I think by common consent people agree we did change the culture of the BBC. I left too early, not of my choice you'll understand, but too early to be sure that the changes are deeply embedded, but it did change. In two short years we convinced most of our staff that we really wanted change, that we wanted to empower them, that we wanted to be better leaders ourselves and that we wanted everyone working for the BBC to have more rewarding and more fulfilling working lives. Most of all I hope we persuaded them that we cared.
My view is that to make creative industries work you clearly have to have the right strategy but you then have to have your people on side, and leading clever and creative people takes a particular skill.
Most people working in creative businesses are not there, first and foremost, for the money. They are there because they care about what they are doing, and as the leader they expect you to care too. So there's no point only talking about money, or how to increase the profit, or how to cut costs, as so many finance people do when they get the CEO's job. ITV is in the state it is today because over a decade some of the staff cqme to believe that the CEO, Charles Allen, only cared about money.

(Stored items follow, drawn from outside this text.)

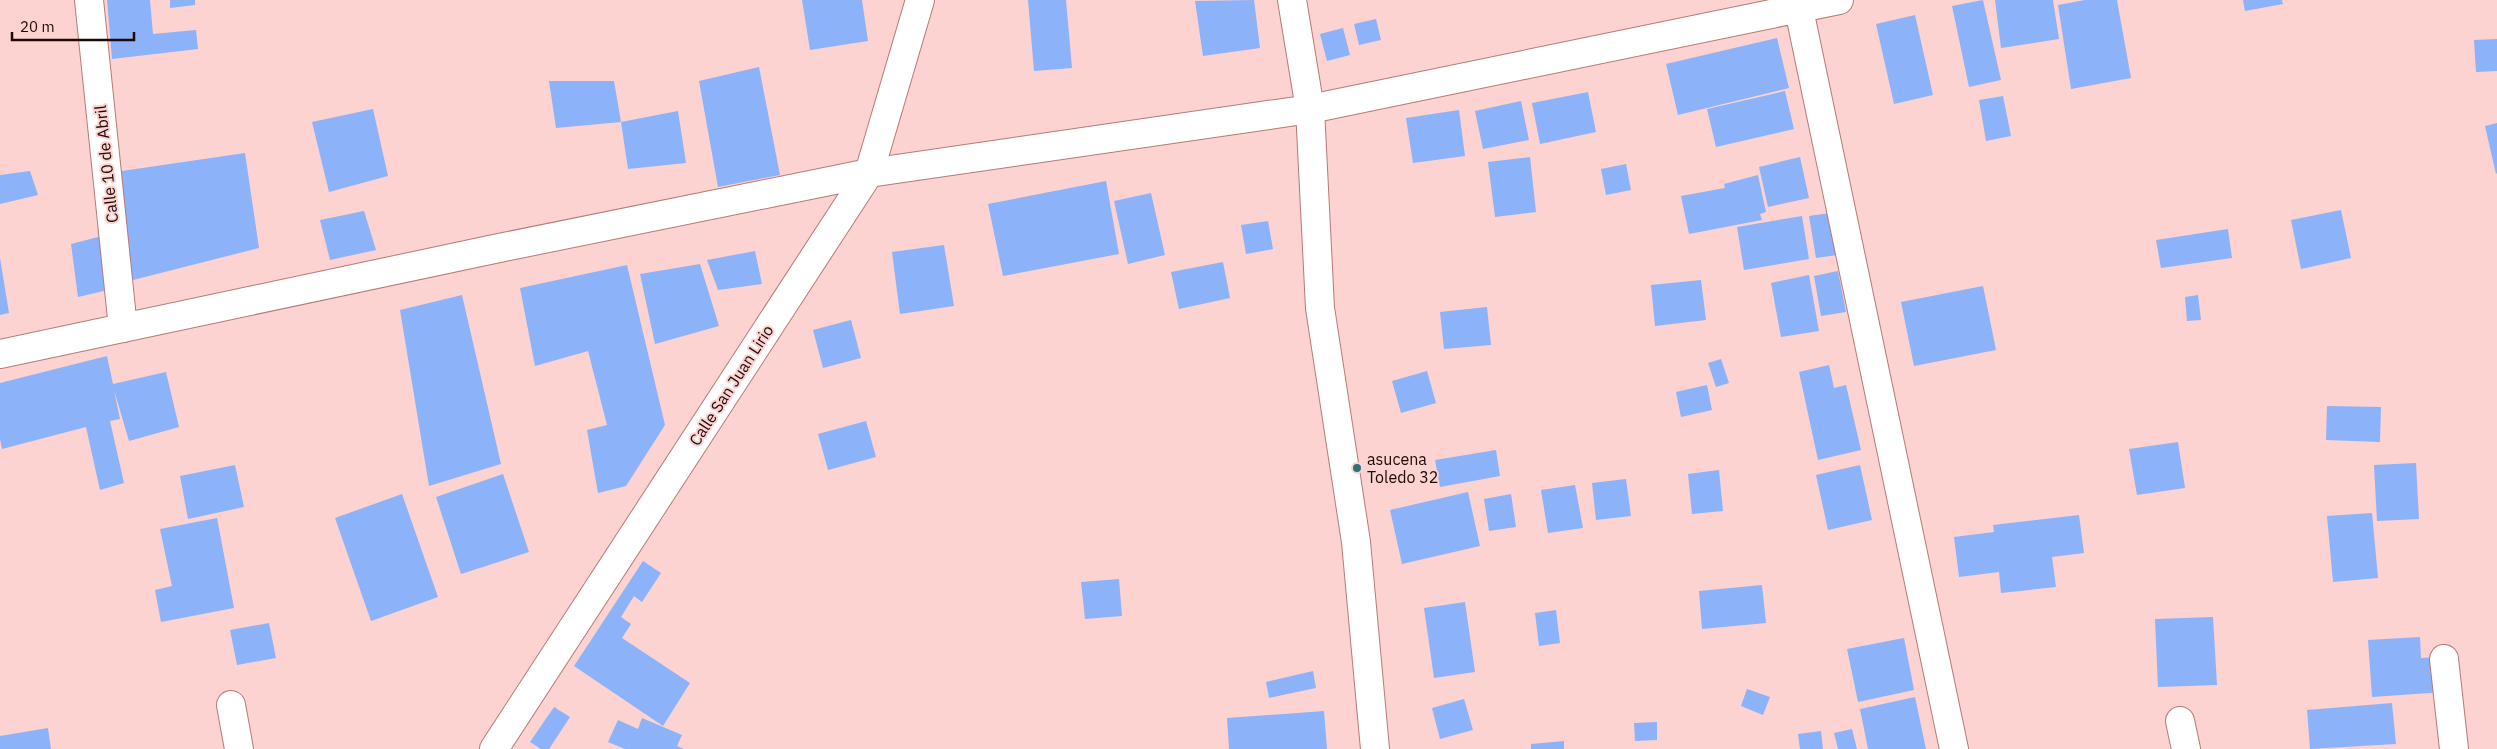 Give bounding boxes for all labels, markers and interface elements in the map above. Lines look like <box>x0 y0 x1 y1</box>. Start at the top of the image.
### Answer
scale bar <box>12 10 135 42</box>
text: 20 m <box>20 17 55 36</box>
street label: Calle 10 de Abril <box>90 104 122 224</box>
street label: Calle San Juan Lirio <box>685 321 777 449</box>
place label: asucena Toledo 32 <box>1367 449 1438 487</box>
marker: asucena Toledo 32 <box>1351 462 1363 474</box> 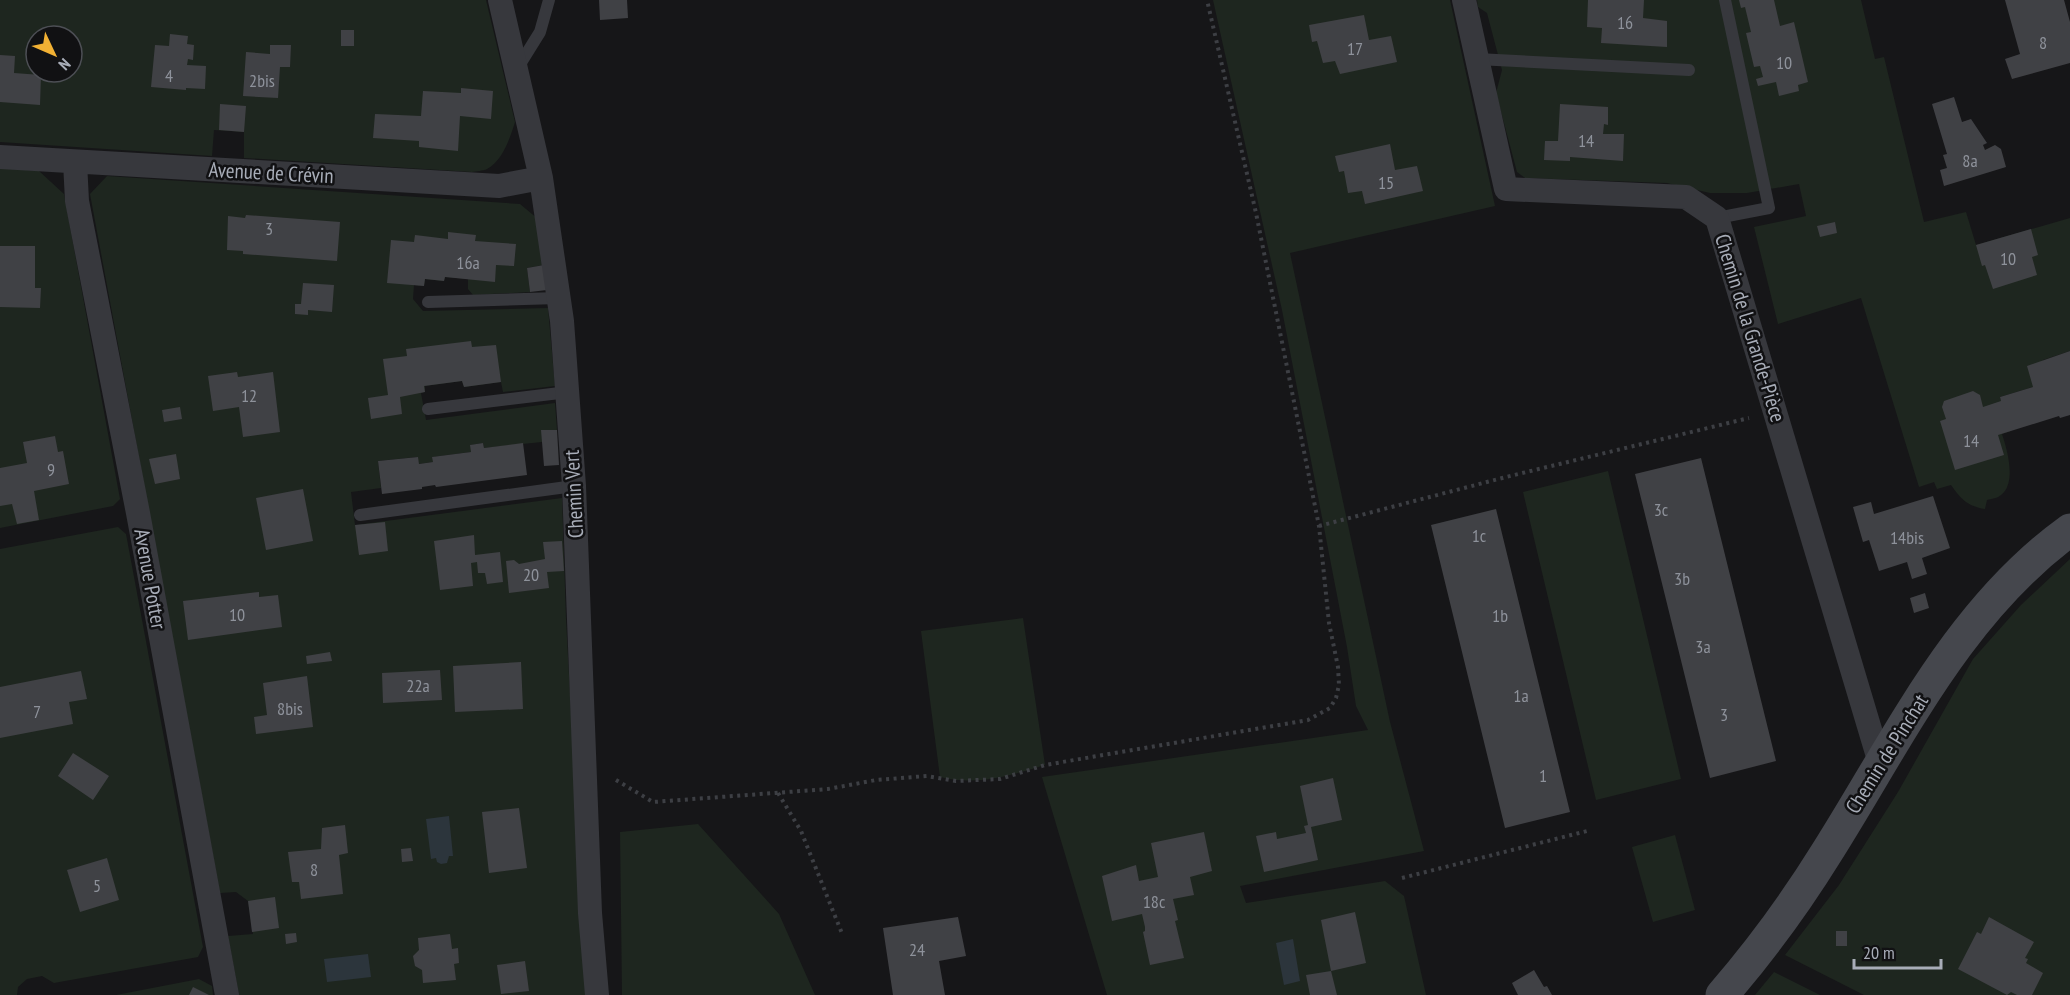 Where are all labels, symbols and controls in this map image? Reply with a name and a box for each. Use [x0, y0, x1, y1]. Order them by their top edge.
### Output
house number: 16 [1617, 11, 1633, 34]
north arrow [24, 24, 84, 84]
house number: 8 [2039, 31, 2047, 54]
house number: 17 [1347, 37, 1363, 60]
house number: 10 [1776, 51, 1792, 74]
text: N [55, 54, 75, 74]
house number: 4 [165, 64, 173, 87]
house number: 2bis [249, 69, 275, 92]
house number: 14 [1578, 129, 1594, 152]
house number: 8a [1962, 149, 1978, 172]
street label: Avenue de Crévin [208, 156, 334, 189]
house number: 15 [1378, 171, 1394, 194]
house number: 3 [265, 217, 273, 240]
street label: Chemin de la Grande-Pièce [1709, 231, 1792, 425]
house number: 10 [2000, 247, 2016, 270]
house number: 16a [456, 251, 480, 274]
house number: 12 [241, 384, 257, 407]
house number: 14 [1963, 429, 1979, 452]
street label: Chemin Vert [558, 449, 589, 539]
house number: 9 [47, 458, 55, 481]
house number: 3c [1654, 498, 1669, 521]
house number: 1c [1472, 524, 1487, 547]
house number: 14bis [1890, 526, 1924, 549]
street label: Avenue Potter [128, 527, 173, 631]
house number: 20 [523, 563, 539, 586]
house number: 3b [1674, 567, 1690, 590]
house number: 10 [229, 603, 245, 626]
house number: 1b [1492, 604, 1508, 627]
house number: 3a [1695, 635, 1711, 658]
house number: 22a [406, 674, 430, 697]
house number: 1a [1513, 684, 1529, 707]
street label: Chemin de Pinchat [1839, 689, 1934, 818]
house number: 8bis [277, 697, 303, 720]
house number: 7 [33, 700, 41, 723]
house number: 3 [1720, 703, 1728, 726]
house number: 1 [1539, 764, 1547, 787]
house number: 8 [310, 858, 318, 881]
house number: 5 [93, 874, 101, 897]
house number: 18c [1143, 890, 1166, 913]
scale bar [1854, 932, 1941, 970]
house number: 24 [909, 938, 925, 961]
text: 20 m [1863, 941, 1895, 964]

The BBC was in the state it was in when I first arrived because staff believed that my predecessor, John Birt, only cared about money and efficiency. The BBC's published aim at that time was "to be the most effective, best-run public sector organisation in Britain". Worthy, but who was going to get out of bed for that? So we changed it to "Our aim is to be the most creative organisation in the world".
No, I truly believe that as the leader the way to make creative companies effective and profitable is to convince the staff that you are as passionate about what they are creating as they are. So at the BBC I kept saying "It's the programmes, stupid," and in the end they believed me. If all you talk about is the bottom line or new efficiency programmes in gobbledegook language, you won't succeed. If you've got the right strategy and you can convince your staff that you care about them and what they are producing, you've got a chance.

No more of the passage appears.